This is the style I’d choose if the haircut needs a little more life. It gives medium hair that salon blowout shape without making it look overly styled. The movement starts high, which changes everything.
If you have a side part, this gets even better. The lifted front gives the wave a little sweep, and the whole cut looks fuller around the face.
13. Deep Side Part Waves with Volume at the Temple
A deep side part can make soft waves look more dramatic without changing the wave pattern much at all. That’s the funny part. You’re mostly changing where the hair falls, and yet the whole shape reads differently.
The volume sits at the temple and crown, which is useful if you want the face to look a touch longer or the hair to feel thicker on one side. Medium length hair often has enough weight to hold that part without needing a mountain of teasing. Good. Teasing can get ugly fast.
I like this style with loose bends that start at the cheek and continue down. Keep the hair around the part smooth, then let the wave loosen as it moves lower. The contrast makes the style look richer.
This is a quiet glamour look. Not loud. Not stiff. Just a strong part, a soft bend, and enough lift to make the hair look like it has a plan.
14. Textured Waves on a Blunt Lob
A blunt lob changes the whole feel of waves. Instead of soft and floaty, the style looks a little cleaner and more graphic. The ends land in one line, while the wave adds movement through the middle.
What Makes It Work
The blunt edge keeps the style from going too sweet. That matters. On medium length hair, especially if it’s all one length, a full curl can look too round. A loose wave gives shape without hiding the cut.
Try a flat iron or a wand with alternating directions. Leave the ends straighter than the mid-lengths so the line stays visible.
- Best with a center part or a very slight off-center part.

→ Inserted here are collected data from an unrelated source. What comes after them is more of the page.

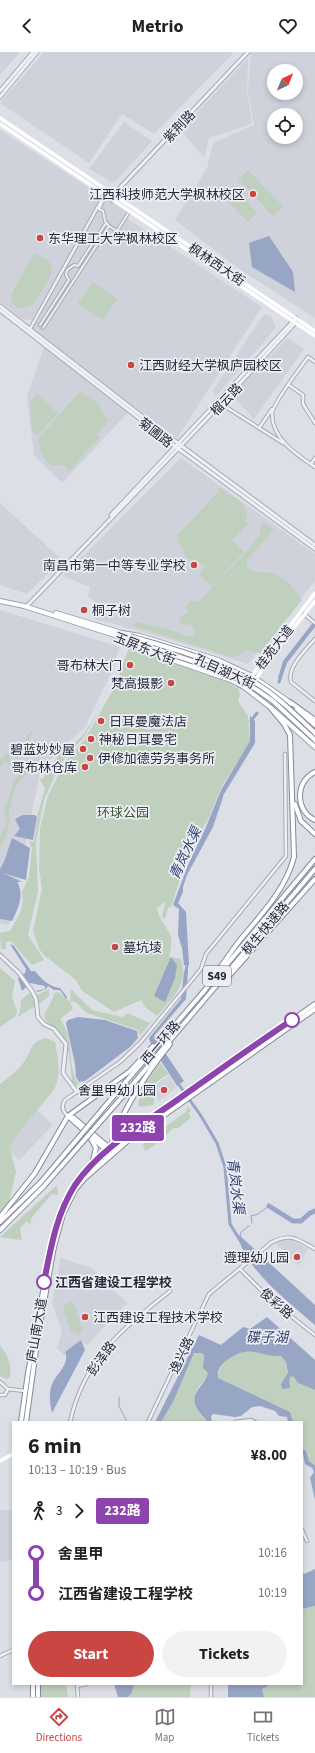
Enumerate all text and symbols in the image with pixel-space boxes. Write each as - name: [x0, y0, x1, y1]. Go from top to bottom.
- text: Metrio: [132, 14, 183, 39]
- icon: back: [16, 15, 38, 37]
- icon: heart: [277, 15, 299, 37]
- north arrow: [267, 64, 303, 100]
- map controls: [267, 64, 303, 144]
- street label: 紫荆路: [160, 106, 200, 147]
- button: locate: [267, 108, 303, 144]
- place label: 江西科技师范大学枫林校区: [89, 186, 245, 204]
- marker: 江西科技师范大学枫林校区: [248, 189, 258, 199]
- place label: 东华理工大学枫林校区: [48, 230, 178, 248]
- marker: 东华理工大学枫林校区: [35, 233, 45, 243]
- street label: 枫林西大街: [184, 239, 248, 290]
- place label: 江西财经大学枫庐园校区: [139, 357, 282, 375]
- marker: 江西财经大学枫庐园校区: [126, 360, 136, 370]
- street label: 榴云路: [207, 379, 247, 420]
- street label: 菊圃路: [134, 414, 176, 452]
- place label: 南昌市第一中等专业学校: [43, 557, 186, 575]
- marker: 南昌市第一中等专业学校: [189, 560, 199, 570]
- place label: 桐子树: [92, 602, 131, 620]
- marker: 桐子树: [79, 605, 89, 615]
- street label: 桂苑大道: [252, 622, 298, 674]
- street label: 玉屏东大街: [111, 628, 178, 669]
- street label: 孔目湖大街: [191, 650, 258, 693]
- place label: 哥布林大门: [57, 657, 122, 675]
- marker: 哥布林大门: [125, 660, 135, 670]
- place label: 梵高摄影: [111, 675, 163, 693]
- marker: 梵高摄影: [166, 678, 176, 688]
- place label: 日耳曼魔法店: [109, 713, 187, 731]
- marker: 日耳曼魔法店: [96, 716, 106, 726]
- place label: 神秘日耳曼宅: [99, 731, 177, 749]
- marker: 神秘日耳曼宅: [86, 734, 96, 744]
- place label: 碧蓝妙妙屋: [10, 741, 75, 759]
- marker: 碧蓝妙妙屋: [78, 744, 88, 754]
- place label: 伊修加德劳务事务所: [98, 750, 215, 768]
- marker: 伊修加德劳务事务所: [85, 753, 95, 763]
- place label: 哥布林仓库: [12, 759, 77, 777]
- marker: 哥布林仓库: [80, 762, 90, 772]
- park label: 环球公园: [97, 804, 149, 822]
- water label: 青岚水渠: [165, 822, 208, 883]
- street label: 枫生快速路: [238, 898, 294, 959]
- place label: 墓坑堎: [123, 939, 162, 957]
- marker: 墓坑堎: [110, 942, 120, 952]
- road number: S49: [203, 966, 231, 986]
- unlabelled marker: [284, 1012, 300, 1028]
- street label: 西一环路: [137, 1017, 184, 1068]
- place label: 舍里甲幼儿园: [78, 1082, 156, 1100]
- marker: 舍里甲幼儿园: [159, 1085, 169, 1095]
- line badge: 232路: [110, 1115, 166, 1141]
- text: 232路: [120, 1118, 156, 1138]
- water label: 青岚水渠: [222, 1157, 249, 1217]
- place label: 遵理幼儿园: [224, 1249, 289, 1267]
- marker: 遵理幼儿园: [292, 1252, 302, 1262]
- marker: 江西省建设工程学校: [36, 1274, 52, 1290]
- place label: 江西省建设工程学校: [55, 1274, 172, 1292]
- street label: 俊彩路: [256, 1284, 297, 1323]
- street label: 庐山南大道: [22, 1297, 51, 1364]
- place label: 江西建设工程技术学校: [93, 1309, 223, 1327]
- marker: 江西建设工程技术学校: [80, 1312, 90, 1322]
- water label: 碟子湖: [246, 1328, 290, 1348]
- street label: 逸兴路: [165, 1334, 199, 1377]
- street label: 彭泽路: [83, 1338, 121, 1380]
- text: 6 min: [28, 1430, 82, 1462]
- text: ¥8.00: [251, 1445, 287, 1466]
- text: 10:13 – 10:19 · Bus: [28, 1461, 126, 1479]
- icon: walk: [28, 1500, 50, 1522]
- icon: forward: [68, 1500, 90, 1522]
- text: 232路: [104, 1501, 141, 1521]
- text: 3: [56, 1502, 62, 1520]
- text: 舍里甲: [58, 1544, 103, 1565]
- text: 10:16: [258, 1544, 287, 1562]
- text: 江西省建设工程学校: [58, 1584, 193, 1605]
- text: 10:19: [258, 1584, 287, 1602]
- button: Start: [28, 1631, 154, 1677]
- button: Tickets: [162, 1631, 287, 1677]
- tab: Directions: [36, 1706, 82, 1745]
- tab: Map: [154, 1706, 176, 1745]
- tab: Tickets: [247, 1706, 279, 1745]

- Works well on hair that is medium to thick.
- Use a texture mist only on the ends.
- Avoid over-curling the front pieces.
There’s a nice tension here: the cut is sharp, the wave is soft. That contrast is what makes it interesting, and it keeps the look from drifting into the same old beach-wave territory.

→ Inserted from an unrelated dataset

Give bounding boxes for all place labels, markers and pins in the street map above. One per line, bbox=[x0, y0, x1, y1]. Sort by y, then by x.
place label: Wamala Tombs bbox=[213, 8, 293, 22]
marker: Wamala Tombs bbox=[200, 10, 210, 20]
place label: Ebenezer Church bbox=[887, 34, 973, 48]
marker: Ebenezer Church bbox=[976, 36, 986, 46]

15. Rope-Twist Waves with Gentle Definition
Rope-twist waves are a good answer when you want movement without a full heat styling session. You split a section into two pieces, twist them around each other, and let the hair set into a loose pattern that feels softer than a braid.
The style is especially useful on medium length hair because the twist has enough length to show up, but not so much that it collapses under its own weight. If your hair is naturally a bit wavy, the twist gives it a cleaner shape. If it’s straight, the pattern still leaves a useful bend.
- Twist damp hair, not soaking hair.
- Use two to four large twists, not a pile of tiny ones.
- Air-dry or diffuse until fully dry.
- Shake out with your fingers, then add a touch of cream only to the ends.
This one is low drama and quietly effective. It’s also a good fallback when heat styling feels annoying. The result won’t be identical every time. Fine. That unevenness is part of the charm.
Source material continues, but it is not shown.